In the past, I was always curious about the universe and life. It led me to many questions: Why am I still alive? What is the meaning of life?
Then I realized that, at some point, I had problems in my life. I was addicted to internet vices, online games, and so on. I lost so much time in my life.
Doomscrolling for 3 to 4 hours made me stressed. My life felt very boring, and I didn’t want to do anything.
Sometimes I reflected and wrote about it here. It helped me free my mind. The effect was very good because I started to feel better.
Still, I don’t know what the meaning of life really is. My turning point was when I realized I didn’t want to live like that anymore. I felt sick of doomscrolling and internet vices.
What really matters in my life is the people who love me, my friends, and my family. Unfortunately, I had forgotten that. They are the light in this dark world.

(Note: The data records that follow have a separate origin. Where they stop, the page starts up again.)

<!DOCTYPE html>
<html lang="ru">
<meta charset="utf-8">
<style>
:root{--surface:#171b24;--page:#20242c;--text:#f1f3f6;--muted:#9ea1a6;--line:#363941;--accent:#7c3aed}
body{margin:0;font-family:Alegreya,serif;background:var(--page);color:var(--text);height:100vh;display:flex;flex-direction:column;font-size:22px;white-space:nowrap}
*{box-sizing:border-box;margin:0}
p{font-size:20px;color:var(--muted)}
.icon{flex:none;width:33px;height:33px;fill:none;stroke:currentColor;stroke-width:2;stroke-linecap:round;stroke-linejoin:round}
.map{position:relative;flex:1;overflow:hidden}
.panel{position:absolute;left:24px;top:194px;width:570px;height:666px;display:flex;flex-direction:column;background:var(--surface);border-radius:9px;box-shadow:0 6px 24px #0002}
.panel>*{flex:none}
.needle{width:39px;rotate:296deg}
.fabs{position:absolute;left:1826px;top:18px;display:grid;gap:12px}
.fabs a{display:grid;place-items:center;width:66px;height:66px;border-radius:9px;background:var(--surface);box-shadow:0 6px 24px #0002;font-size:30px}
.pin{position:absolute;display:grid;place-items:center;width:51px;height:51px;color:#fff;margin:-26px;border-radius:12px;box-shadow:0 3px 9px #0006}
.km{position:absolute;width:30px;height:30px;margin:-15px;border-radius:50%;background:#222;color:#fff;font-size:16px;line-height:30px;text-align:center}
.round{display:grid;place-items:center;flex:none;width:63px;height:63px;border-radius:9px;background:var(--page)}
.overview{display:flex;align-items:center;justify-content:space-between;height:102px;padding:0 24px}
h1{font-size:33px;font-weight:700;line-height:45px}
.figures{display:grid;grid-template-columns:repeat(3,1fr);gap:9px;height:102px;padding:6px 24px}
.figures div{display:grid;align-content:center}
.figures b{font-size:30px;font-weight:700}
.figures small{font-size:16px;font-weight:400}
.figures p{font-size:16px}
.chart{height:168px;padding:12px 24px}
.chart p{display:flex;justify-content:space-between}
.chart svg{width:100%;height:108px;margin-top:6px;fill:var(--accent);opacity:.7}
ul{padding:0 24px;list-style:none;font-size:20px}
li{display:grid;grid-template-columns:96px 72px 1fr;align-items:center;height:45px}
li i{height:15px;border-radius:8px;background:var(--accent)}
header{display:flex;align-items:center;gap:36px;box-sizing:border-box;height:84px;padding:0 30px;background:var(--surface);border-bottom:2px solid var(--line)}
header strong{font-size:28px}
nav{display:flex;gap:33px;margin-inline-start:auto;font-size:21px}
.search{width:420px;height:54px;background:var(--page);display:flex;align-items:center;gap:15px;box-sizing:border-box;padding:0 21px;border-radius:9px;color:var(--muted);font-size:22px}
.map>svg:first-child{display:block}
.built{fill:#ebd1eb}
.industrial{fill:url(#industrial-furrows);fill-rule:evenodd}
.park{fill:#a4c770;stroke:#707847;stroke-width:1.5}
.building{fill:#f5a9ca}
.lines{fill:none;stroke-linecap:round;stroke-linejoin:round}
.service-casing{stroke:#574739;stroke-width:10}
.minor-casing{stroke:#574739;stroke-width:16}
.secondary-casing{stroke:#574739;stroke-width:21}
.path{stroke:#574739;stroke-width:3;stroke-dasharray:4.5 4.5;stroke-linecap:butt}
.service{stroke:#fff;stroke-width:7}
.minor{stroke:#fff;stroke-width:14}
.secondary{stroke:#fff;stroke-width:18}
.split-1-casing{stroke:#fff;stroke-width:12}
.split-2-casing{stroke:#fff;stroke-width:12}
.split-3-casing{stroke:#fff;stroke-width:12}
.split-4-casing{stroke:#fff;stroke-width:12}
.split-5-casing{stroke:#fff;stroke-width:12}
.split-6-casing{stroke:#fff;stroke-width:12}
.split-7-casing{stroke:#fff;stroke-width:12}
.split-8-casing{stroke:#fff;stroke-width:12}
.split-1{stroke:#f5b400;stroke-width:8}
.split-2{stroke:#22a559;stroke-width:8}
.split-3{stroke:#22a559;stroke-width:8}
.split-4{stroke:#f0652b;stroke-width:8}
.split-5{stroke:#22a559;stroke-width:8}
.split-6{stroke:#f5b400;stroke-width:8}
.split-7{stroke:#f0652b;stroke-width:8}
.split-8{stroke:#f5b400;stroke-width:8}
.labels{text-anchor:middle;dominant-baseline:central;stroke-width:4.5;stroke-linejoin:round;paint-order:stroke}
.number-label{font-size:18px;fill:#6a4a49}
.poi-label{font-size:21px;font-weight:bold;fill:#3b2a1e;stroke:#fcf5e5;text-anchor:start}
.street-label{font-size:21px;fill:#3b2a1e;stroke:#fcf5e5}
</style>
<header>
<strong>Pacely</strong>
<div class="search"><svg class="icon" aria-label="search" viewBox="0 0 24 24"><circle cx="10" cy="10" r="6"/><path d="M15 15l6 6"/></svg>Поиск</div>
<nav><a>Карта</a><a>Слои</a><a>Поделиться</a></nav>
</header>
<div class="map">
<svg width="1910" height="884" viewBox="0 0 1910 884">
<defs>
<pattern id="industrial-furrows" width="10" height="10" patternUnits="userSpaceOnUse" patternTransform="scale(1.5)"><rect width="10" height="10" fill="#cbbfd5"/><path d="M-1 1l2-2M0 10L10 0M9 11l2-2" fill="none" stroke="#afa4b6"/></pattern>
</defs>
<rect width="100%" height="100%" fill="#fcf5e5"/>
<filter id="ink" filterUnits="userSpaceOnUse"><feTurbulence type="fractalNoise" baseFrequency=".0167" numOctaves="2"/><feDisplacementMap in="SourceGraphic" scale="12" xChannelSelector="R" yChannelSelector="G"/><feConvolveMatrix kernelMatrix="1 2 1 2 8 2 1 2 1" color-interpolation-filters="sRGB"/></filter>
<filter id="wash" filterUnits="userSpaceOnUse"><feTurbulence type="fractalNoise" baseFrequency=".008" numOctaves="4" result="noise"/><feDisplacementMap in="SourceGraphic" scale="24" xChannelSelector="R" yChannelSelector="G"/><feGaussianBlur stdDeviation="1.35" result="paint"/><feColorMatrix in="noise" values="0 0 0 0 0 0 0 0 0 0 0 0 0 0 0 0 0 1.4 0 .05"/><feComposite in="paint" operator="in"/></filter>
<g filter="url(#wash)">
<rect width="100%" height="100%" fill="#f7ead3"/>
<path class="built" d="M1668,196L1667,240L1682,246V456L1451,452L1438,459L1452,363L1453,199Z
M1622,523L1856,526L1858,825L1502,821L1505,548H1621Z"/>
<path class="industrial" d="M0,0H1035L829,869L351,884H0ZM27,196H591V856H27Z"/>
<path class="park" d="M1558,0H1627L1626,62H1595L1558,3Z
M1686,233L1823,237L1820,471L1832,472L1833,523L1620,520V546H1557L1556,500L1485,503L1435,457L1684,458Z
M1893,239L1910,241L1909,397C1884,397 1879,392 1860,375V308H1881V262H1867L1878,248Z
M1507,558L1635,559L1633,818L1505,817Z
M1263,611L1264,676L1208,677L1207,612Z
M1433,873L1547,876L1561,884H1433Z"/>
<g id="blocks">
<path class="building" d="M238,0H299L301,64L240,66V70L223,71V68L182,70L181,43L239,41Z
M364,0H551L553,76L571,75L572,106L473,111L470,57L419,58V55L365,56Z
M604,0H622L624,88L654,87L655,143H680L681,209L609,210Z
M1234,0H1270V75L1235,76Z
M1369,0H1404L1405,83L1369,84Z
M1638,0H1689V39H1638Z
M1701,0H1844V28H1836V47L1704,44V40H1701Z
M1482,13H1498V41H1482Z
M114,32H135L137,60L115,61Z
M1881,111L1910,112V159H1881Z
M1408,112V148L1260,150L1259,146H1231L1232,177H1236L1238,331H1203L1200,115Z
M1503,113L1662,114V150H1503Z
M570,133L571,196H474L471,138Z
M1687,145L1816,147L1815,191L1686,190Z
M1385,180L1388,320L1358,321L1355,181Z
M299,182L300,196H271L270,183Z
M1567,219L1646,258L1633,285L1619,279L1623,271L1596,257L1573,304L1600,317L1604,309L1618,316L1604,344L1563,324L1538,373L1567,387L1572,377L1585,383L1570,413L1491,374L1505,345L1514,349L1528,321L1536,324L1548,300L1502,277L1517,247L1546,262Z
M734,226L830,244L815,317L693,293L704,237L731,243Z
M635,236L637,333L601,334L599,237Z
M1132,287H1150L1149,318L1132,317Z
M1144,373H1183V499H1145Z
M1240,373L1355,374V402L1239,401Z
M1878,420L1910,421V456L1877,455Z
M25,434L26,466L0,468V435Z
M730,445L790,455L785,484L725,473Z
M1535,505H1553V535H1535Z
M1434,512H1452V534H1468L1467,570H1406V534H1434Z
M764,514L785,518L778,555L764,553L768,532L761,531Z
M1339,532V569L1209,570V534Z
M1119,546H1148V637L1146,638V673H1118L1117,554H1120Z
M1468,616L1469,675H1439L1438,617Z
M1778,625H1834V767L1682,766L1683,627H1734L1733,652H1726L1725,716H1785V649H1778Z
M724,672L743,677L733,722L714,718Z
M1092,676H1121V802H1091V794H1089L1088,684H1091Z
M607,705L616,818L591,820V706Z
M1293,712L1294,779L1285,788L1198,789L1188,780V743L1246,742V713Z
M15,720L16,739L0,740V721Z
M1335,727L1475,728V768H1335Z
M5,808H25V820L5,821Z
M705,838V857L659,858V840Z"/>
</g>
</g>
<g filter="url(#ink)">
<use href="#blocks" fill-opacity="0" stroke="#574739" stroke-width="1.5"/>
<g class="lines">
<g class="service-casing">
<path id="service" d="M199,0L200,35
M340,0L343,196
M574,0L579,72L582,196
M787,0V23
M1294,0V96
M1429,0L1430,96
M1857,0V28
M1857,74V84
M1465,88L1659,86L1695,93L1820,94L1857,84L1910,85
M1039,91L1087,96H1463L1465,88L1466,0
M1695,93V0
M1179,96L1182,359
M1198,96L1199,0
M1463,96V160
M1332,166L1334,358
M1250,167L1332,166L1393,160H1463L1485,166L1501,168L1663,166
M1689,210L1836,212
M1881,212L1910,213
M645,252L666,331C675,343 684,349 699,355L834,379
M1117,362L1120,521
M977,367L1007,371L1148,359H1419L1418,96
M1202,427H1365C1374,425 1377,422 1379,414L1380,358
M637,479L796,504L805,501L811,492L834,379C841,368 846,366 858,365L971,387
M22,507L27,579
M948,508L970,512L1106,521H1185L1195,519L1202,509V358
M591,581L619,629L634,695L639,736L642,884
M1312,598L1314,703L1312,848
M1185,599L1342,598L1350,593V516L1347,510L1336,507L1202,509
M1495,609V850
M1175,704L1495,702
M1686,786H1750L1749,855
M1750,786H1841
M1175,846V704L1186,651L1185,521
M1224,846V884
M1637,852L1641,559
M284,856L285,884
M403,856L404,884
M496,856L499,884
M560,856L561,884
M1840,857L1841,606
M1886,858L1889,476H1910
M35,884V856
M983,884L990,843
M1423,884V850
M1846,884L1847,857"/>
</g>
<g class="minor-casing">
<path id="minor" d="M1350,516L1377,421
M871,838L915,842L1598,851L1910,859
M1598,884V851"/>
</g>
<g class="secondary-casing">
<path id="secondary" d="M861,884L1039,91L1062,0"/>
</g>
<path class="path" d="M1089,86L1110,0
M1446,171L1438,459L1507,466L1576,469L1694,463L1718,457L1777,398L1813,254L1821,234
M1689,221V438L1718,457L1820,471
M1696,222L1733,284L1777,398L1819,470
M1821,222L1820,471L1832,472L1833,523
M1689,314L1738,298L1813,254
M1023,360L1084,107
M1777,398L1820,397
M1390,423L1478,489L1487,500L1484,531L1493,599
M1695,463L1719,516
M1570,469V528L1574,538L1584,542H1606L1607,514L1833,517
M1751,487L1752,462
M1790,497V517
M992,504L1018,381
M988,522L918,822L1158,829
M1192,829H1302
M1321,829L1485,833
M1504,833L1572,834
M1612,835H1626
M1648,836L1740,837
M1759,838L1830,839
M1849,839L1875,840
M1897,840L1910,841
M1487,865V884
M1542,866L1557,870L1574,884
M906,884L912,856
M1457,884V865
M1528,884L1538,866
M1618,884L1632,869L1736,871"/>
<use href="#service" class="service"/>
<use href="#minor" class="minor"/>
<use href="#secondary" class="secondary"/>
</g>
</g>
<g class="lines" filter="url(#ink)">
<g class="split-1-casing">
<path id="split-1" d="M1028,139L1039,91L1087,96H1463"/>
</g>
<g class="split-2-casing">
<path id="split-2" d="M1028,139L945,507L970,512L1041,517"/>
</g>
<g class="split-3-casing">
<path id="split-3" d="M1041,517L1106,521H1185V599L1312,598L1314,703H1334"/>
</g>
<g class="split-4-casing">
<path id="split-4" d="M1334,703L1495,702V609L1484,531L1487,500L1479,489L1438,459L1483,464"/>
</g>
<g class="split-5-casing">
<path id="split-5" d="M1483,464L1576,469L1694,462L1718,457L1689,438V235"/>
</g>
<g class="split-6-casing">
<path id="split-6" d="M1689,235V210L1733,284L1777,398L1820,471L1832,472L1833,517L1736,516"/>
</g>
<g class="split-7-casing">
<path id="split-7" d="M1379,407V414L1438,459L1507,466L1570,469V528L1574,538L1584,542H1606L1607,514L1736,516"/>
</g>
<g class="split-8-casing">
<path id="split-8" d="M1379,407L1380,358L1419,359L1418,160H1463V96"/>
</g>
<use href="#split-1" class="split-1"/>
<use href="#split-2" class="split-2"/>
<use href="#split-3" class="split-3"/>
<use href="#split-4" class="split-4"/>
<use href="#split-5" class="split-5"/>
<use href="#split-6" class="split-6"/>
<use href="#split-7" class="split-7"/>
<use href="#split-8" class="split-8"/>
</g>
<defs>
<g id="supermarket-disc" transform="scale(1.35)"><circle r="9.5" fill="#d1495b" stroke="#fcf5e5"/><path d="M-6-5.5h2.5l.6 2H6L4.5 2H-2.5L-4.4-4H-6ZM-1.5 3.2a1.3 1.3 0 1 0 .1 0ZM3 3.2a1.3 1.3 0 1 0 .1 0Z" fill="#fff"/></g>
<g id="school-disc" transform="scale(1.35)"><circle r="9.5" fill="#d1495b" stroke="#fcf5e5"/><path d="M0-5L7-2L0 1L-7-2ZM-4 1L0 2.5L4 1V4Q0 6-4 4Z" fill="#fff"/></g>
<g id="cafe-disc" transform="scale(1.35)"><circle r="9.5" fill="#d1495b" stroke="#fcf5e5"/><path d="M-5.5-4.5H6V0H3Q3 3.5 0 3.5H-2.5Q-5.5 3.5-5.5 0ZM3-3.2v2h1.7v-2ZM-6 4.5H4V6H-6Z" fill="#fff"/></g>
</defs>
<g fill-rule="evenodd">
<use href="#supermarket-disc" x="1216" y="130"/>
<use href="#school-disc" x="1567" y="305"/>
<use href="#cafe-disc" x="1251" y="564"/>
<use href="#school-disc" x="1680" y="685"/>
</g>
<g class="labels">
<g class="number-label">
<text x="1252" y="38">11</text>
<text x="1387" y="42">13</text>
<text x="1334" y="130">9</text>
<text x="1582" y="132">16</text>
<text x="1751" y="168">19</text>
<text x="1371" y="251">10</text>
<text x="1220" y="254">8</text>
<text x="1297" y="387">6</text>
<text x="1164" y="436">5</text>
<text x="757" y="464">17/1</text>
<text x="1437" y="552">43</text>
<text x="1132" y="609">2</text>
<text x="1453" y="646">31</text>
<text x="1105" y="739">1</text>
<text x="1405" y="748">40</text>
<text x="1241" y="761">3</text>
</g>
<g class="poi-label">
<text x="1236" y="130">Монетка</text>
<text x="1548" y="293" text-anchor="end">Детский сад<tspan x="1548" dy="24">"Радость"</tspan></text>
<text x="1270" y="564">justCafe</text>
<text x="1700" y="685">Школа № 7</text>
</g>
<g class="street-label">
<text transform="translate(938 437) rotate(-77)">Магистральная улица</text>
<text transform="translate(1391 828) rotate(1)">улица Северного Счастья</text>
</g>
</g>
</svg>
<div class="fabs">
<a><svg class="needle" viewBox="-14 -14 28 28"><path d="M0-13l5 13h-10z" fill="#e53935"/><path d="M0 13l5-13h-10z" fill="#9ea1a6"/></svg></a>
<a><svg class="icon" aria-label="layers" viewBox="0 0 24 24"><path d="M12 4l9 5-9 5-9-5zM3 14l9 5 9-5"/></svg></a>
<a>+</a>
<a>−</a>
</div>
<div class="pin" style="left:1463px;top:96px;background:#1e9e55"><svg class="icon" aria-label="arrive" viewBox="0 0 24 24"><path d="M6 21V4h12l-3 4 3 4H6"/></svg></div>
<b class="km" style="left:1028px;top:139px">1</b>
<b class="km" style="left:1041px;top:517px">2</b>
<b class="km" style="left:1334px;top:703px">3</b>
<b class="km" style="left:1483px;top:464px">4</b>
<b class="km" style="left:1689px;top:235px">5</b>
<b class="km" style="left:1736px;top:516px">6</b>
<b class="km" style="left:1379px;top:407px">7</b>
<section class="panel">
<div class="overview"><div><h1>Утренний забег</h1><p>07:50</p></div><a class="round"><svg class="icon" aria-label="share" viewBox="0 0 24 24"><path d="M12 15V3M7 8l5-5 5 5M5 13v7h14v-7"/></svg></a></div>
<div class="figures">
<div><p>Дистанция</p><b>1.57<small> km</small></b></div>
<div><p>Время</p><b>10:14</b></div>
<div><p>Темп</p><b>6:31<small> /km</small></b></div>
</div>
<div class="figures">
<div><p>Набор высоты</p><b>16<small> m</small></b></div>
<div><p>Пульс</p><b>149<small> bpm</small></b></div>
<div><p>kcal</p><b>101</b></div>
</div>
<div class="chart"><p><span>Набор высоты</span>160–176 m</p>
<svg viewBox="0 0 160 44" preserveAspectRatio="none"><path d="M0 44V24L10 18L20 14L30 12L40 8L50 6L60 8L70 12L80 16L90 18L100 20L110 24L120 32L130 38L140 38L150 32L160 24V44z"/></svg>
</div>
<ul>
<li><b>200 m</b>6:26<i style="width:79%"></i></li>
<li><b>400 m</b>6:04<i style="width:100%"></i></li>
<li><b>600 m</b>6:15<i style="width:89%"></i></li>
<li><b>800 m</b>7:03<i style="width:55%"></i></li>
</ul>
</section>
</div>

Last night, I watched this masterpiece movie, Interstellar. Some scenes were incredibly beautiful, especially when you realize that the universe is almost unlimited.
It’s amazing to think that Earth and humanity are so tiny, and yet there might be other planets where life exists.
When we’re in space and looking at the giant black hole, Gargantua, we can’t even fully understand what it is.
The characters and emotions in the movie were portrayed very well. The power of the human mind is something we can truly embrace.
All of these things feel like a way for God to help explain the answers to the questions I’ve had about life.